Search and AI Retrieval

Search & AI Retrieval

This guide shows you how to give an AI Operator the institutional-knowledge layer over your entity graph: upload unstructured content (policies, procedures, notes — plus SEC filing narratives on shared repositories), index it with hybrid keyword + semantic search, and let an Operator ground its answers on the right document.

Quick Start: Run just demo-roboledger to create a writable graph, upload a policy document, then run just search <graph_id> "depreciation policy" to see it surface.

Overview

Your entity graph holds the structured numbers — facts, accounts, periods. Search holds the unstructured context that explains them: depreciation policies, revenue-recognition procedures, accounting memos, and the narrative sections of SEC filings. With both in place, an AI Operator can reason about why and how, not just what.

The retrieval workflow has three stages:

Upload unstructured content into a graph (your own documents) or read from a shared repository (SEC filing narratives).
Index the content into OpenSearch as searchable sections, each carrying a local vector embedding for semantic matching.
Query the index through two MCP tools — search-documents returns ranked snippets, get-document-section returns the full section text — so an Operator finds and reads exactly the policy it needs.

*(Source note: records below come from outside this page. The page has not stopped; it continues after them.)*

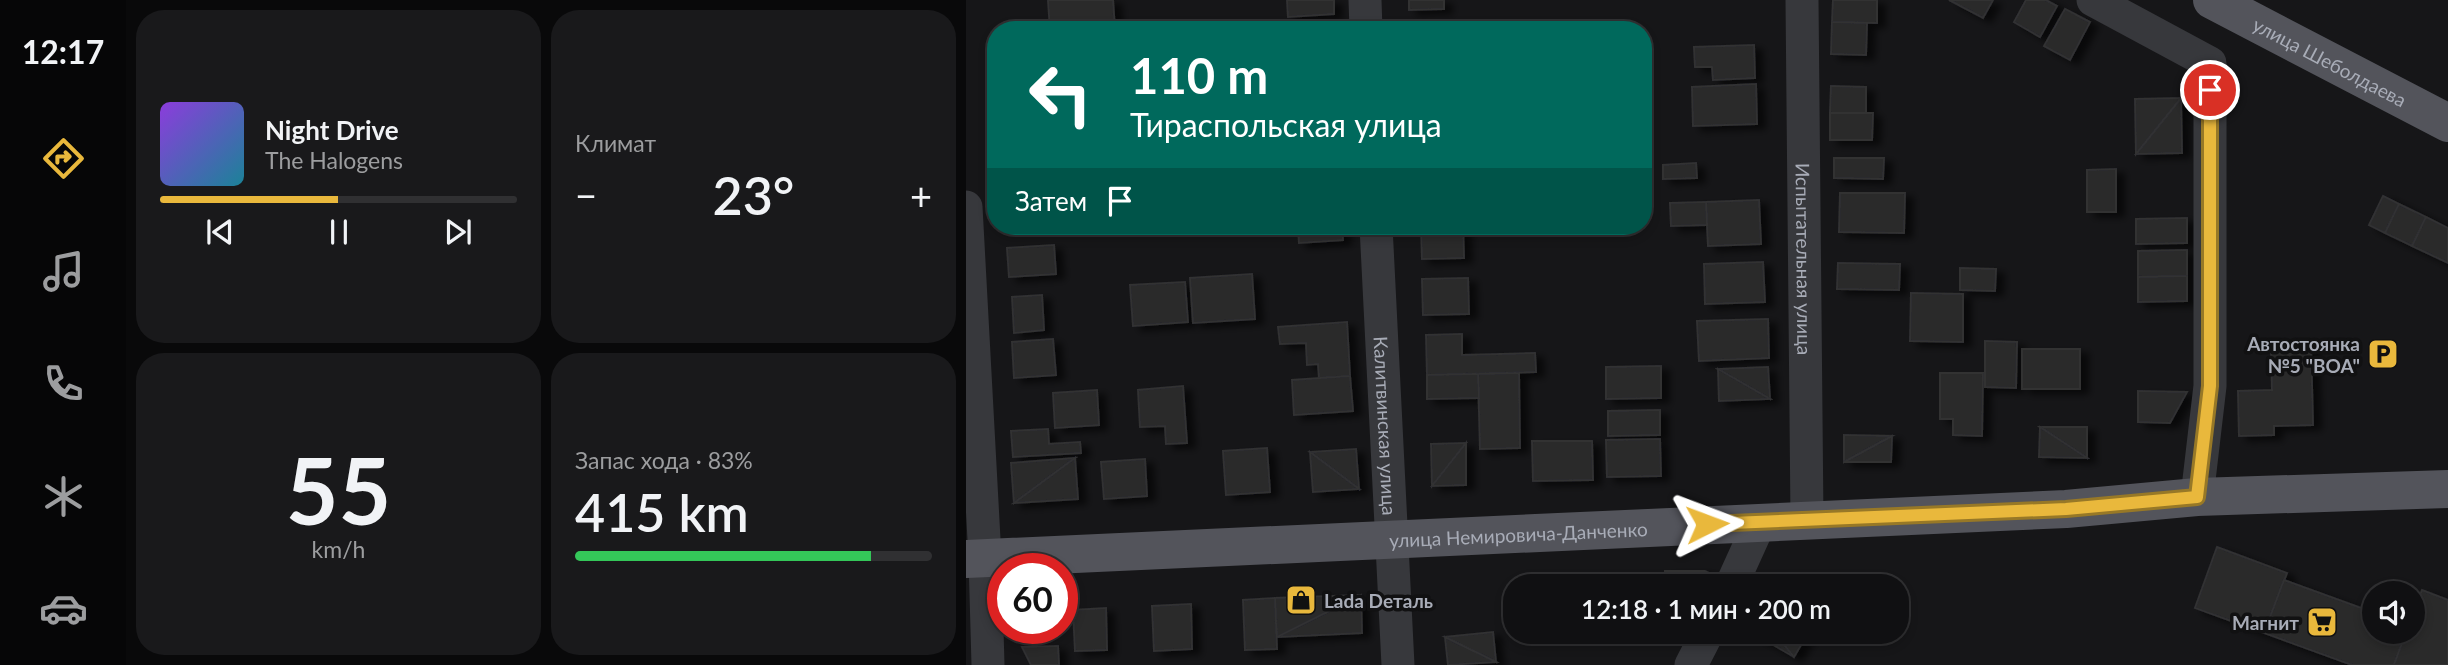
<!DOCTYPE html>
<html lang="ru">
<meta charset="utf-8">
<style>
:root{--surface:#101012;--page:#19191b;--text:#f1f3f6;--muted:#9c9d9f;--line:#303032;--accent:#e9b83c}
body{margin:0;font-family:Lato,sans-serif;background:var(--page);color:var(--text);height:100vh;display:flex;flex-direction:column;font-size:26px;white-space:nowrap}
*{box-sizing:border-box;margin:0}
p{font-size:23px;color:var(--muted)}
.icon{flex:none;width:38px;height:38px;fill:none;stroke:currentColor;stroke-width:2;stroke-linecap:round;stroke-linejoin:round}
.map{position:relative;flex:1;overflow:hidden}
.side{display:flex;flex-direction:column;gap:10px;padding:10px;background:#09090a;width:840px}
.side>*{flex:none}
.banner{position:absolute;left:21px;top:21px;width:665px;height:214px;border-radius:28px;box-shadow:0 4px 10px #0003,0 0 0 2px var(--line);background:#00695c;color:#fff;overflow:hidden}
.buttons{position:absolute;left:1396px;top:581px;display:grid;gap:14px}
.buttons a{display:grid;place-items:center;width:63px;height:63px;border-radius:50%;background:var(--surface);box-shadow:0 4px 10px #0003,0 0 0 2px var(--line);font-size:35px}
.speed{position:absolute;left:21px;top:553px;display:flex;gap:14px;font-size:35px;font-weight:700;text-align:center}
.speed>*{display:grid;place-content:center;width:91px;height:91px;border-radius:50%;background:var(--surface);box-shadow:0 4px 10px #0003,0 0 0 2px var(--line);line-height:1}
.speed .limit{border:10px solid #d22;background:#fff;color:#111}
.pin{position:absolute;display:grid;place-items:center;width:60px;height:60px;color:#fff;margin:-30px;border:4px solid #fff;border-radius:50%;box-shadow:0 2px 7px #0007}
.me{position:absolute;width:77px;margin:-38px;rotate:87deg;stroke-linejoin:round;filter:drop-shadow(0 0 5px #0008)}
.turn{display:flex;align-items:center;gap:24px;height:147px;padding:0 28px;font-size:32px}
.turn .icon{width:91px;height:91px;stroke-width:2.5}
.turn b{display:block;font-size:49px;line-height:60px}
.then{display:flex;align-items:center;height:66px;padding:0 28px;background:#0003;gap:14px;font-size:26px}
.big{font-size:52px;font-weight:600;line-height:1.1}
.side .widget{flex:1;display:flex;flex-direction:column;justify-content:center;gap:10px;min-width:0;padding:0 24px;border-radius:28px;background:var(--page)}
.side .dial{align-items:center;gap:0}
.dial b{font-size:91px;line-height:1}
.song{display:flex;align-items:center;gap:21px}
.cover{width:84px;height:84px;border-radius:10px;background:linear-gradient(135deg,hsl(270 70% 55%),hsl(190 70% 35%))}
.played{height:7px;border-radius:4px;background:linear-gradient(90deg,var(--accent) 50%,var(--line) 50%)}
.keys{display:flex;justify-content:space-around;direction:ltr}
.heat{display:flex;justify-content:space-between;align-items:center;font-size:38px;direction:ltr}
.charge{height:10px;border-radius:5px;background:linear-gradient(90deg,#34c759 83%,var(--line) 0)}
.side .tiles{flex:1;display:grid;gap:10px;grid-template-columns:repeat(2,1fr)}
.trip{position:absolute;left:537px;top:574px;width:406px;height:70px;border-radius:28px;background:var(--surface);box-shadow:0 4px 10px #0003,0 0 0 2px var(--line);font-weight:600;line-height:70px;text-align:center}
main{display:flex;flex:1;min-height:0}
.menu{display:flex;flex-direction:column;width:126px;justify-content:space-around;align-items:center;background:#060607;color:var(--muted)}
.menu .icon{width:49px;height:49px}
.menu .on{color:var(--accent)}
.menu b{font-size:32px;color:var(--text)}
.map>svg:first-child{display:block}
.building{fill:#29292b;stroke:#303033;stroke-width:2;filter:url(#shadow)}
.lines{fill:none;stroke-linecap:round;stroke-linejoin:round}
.street{stroke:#37383c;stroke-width:33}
.primary{stroke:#53545b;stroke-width:38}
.route-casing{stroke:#977827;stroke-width:18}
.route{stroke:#e9b83c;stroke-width:12}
.labels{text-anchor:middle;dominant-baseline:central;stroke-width:7;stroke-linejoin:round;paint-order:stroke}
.street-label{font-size:19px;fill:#a8acb7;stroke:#111112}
.poi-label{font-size:19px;font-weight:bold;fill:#a8acb7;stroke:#111112;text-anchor:end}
</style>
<main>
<nav class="menu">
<b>12:17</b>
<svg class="icon on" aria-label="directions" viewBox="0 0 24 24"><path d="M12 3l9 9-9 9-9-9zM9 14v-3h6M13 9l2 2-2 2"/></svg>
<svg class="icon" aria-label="music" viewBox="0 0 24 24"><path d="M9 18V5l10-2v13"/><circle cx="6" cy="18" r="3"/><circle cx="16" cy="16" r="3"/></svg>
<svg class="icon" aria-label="phone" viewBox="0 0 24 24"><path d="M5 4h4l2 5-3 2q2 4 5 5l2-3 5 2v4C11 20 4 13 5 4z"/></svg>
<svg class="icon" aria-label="climate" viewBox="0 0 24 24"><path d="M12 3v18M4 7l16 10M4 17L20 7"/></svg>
<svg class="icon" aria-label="car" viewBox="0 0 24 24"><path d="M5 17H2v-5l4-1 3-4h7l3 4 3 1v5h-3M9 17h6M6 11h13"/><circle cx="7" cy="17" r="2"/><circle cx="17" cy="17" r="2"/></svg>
</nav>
<section class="side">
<div class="tiles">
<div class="widget">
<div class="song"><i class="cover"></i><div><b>Night Drive</b><p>The Halogens</p></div></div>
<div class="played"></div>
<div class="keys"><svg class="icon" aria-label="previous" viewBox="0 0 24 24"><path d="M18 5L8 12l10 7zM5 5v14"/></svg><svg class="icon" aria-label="pause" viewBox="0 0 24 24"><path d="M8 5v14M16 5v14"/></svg><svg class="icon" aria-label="next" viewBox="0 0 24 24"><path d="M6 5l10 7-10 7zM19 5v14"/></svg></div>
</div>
<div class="widget"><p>Климат</p>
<div class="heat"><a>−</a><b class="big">23°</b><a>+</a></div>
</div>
<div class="widget dial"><b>55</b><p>km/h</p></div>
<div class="widget"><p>Запас хода · 83%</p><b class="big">415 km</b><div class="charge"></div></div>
</div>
</section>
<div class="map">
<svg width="1482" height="665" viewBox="0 0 1482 665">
<defs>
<filter id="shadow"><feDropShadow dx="8" dy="4.5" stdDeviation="3.5" flood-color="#0009"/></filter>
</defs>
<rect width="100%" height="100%" fill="#161618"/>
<g class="building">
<polygon points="82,0 147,0 149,30 84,30"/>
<polygon points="321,0 368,0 368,14 322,17"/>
<polygon points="443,0 478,0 478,9 443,10"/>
<polygon points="867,0 911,0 911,23 866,22"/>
<polygon points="983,0 1027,0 1017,18"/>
<polygon points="1060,0 1080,0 1091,6 1074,37 1048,22"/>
<polygon points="1099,9 1124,22 1104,60 1078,46"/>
<polygon points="866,22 901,23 900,55 865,54"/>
<polygon points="788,45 789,78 747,80 746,67 729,67 728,47"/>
<polygon points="790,84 791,124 727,126 726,87"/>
<polygon points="865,86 900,87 900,113 864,113"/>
<polygon points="1215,98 1216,153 1170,154"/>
<polygon points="1215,98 1170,154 1169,99"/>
<polygon points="864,113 907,113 906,140 864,140"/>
<polygon points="868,158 918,158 917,179 868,178"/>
<polygon points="730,163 731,178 697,179 697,165"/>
<polygon points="1150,169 1150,212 1121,212 1121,170"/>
<polygon points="874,193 939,193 938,233 873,232"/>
<polygon points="1417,196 1433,204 1419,233 1403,225"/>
<polygon points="793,200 795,244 742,246 740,202"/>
<polygon points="740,202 741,225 705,226 704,203"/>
<polygon points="1433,204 1460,217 1446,246 1419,233"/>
<polygon points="1460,217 1482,228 1482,263 1446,246"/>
<polygon points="1221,218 1221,243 1170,244 1170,219"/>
<polygon points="332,226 376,226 377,240 333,243"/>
<polygon points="455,226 497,226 498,258 456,259"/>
<polygon points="88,245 90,274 43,277 41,248"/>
<polygon points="1221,250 1221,276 1172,277 1172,251"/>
<polygon points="797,262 799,302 739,304 738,264"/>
<polygon points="872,263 934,264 933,290 871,289"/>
<polygon points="994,268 1030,269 1029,291 994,290"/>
<polygon points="286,274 289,319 227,323 224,278"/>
<polygon points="1221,276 1221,301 1172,302 1172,277"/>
<polygon points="502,278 503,314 457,315 456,279"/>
<polygon points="219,282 222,322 167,326 164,285"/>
<polygon points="945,293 997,294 997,342 944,341"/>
<polygon points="76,295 78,330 48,333 46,297"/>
<polygon points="802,319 803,358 733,361 731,321"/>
<polygon points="381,322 384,376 353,378 352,364 341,365 340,343 314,344 312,327"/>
<polygon points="496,334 496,355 569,353 570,372 461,375 460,335"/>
<polygon points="87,339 90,375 48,378 46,342"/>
<polygon points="1019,341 1051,342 1050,388 1019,387"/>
<polygon points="1345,345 1347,425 1308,426 1308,435 1273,436 1272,391 1306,390 1305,346"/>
<rect x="1056" y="349" width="58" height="40"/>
<polygon points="695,366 695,398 640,399 640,367"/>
<polygon points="802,367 804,399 752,369"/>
<polygon points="752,369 804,399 753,401"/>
<polygon points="553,373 554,448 514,449 512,374"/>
<polygon points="974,373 1017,373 1016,436 987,435 987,419 974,419"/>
<polygon points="512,374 513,398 461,399 461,375"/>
<polygon points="384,376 387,411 328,415 326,380"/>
<polygon points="217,386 221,443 200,444 199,426 174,427 172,390"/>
<polygon points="131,390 133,425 89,428 87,393"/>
<polygon points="1172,391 1221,392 1204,423 1172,422"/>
<polygon points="694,410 694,435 642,436 642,411"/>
<polygon points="1074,427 1121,427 1121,458"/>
<polygon points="1074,427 1121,458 1073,457"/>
<polygon points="82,429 83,444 114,442 115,453 47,457 45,431"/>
<polygon points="878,435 926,436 878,462"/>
<polygon points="926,436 925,462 878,462"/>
<polygon points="694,439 695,476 641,477 640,440"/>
<polygon points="566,441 626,441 627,480 567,481"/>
<polygon points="500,443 466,486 465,444"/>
<polygon points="500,443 500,485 466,486"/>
<polygon points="301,448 304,492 260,495 257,451"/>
<polygon points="390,449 393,489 344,452"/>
<polygon points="344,452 393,489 347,492"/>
<polygon points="109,458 48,503 45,463"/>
<polygon points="109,458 112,499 48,503"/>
<polygon points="179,459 181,496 138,499 135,462"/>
<polygon points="1251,547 1321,573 1298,633 1229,608"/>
<polygon points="699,571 739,571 745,574 741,586 699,586"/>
<polygon points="1318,580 1409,613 1409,632 1440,632 1428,665 1386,665 1298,633"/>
<polygon points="1456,590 1482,600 1482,665 1428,665 1440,632 1447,632 1447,613"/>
<polygon points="395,595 396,633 311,637"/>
<polygon points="395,595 311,637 309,598"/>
<polygon points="309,598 311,649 279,650 277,600"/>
<polygon points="225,604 226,649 188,651 186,606"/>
<polygon points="140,608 141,650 109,651 107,610"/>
<polygon points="527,632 530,662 479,637"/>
<polygon points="785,632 808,632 828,657"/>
<polygon points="808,632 839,632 842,633 828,657"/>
<polygon points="479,637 530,662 482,665"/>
<polygon points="92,646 93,665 65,665 56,647"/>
</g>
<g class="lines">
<g class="street">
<polyline points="399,0 400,30"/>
<path id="s1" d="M836,0L841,519"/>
<polyline points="1127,0 1244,63 1244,386 1231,497"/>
<polyline points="0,207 19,558 22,665"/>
<path id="s2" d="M410,226L432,665"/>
<polyline points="765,586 794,522"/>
<polyline points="725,665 742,632"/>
</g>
<g class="primary">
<path id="s3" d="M1246,0L1482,123"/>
<path id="s4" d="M0,559L1100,509L1231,497L1482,489"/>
</g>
</g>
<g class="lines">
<g class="route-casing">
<polyline id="route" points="741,524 1100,509 1231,497 1244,386 1244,90"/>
</g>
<use href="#route" class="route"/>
</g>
<defs>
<g id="parking-square" transform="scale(1.575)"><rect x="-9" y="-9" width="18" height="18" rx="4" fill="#e9b83c" stroke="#111112"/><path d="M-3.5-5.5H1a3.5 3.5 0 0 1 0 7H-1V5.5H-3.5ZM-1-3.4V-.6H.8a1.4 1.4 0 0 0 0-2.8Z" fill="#111"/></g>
<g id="shop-square" transform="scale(1.575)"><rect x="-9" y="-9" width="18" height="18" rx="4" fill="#e9b83c" stroke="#111112"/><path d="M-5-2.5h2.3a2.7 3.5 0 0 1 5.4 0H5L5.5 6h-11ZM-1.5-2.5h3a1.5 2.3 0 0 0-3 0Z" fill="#111"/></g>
<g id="supermarket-square" transform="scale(1.575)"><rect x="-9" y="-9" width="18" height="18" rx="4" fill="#e9b83c" stroke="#111112"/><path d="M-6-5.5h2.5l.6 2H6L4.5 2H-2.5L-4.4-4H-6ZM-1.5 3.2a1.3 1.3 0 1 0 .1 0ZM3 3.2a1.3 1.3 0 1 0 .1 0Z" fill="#111"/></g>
</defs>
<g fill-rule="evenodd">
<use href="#parking-square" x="1417" y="354"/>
<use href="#shop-square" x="335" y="600"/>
<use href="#supermarket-square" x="1356" y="622"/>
</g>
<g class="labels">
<g class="street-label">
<text stroke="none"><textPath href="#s3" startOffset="133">улица Шеболдаева</textPath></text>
<text stroke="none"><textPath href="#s1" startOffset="259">Испытательная улица</textPath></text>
<text stroke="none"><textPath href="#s2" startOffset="200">Калитвинская улица</textPath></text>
<text stroke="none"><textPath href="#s4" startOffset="553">улица Немировича-Данченко</textPath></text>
</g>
<g class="poi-label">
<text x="1394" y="343">Автостоянка<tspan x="1394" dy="22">№5 "ВОА"</tspan></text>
<text x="358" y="600" text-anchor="start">Lada Dеталь</text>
<text x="1333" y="622">Магнит</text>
</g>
</g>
</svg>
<div class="buttons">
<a><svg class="icon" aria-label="sound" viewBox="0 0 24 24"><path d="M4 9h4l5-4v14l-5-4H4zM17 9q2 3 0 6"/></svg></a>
</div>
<div class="speed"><div class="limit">60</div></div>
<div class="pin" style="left:1244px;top:90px;background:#d93025"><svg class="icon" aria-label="arrive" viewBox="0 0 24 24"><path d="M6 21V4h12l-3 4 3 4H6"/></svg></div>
<svg class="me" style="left:741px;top:524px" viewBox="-20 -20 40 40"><path d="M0-17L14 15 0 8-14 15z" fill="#e9b83c" stroke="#fff" stroke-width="4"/></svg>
<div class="trip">12:18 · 1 мин · 200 m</div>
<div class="banner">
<div class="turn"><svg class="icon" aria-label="left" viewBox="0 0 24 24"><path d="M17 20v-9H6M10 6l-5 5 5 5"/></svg><div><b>110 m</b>Тираспольская улица</div></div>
<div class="then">Затем<svg class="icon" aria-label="arrive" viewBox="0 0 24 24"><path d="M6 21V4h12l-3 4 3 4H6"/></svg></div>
</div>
</div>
</main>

There are two corpora available:

Your uploaded documents — per-graph, private to that graph. Policies, procedures, internal notes.
SEC filing narratives — on the shared sec repository: MD&A, risk factors, and iXBRL disclosure text, cross-referenced back to the structured XBRL graph.

Indexing and semantic search run a local embedding model in-image. They make no external API calls and consume no AI credits.

Prerequisites

Before starting, ensure you have:

Docker running locally with the full stack up (just start)
SEMANTIC_SEARCH_ENABLED=true in your environment (this single flag gates the search routers, the document routers, and all of the search/document MCP tools)
OpenSearch running and reachable at OPENSEARCH_URL (default http://localhost:9200)
A demo user and a writable graph — just demo-user then just demo-roboledger

Your API key is saved to .local/config.json after running just demo-user. All curl examples below read it from there.

Quick Start

The fastest path is to create a graph, upload one policy document, and search it.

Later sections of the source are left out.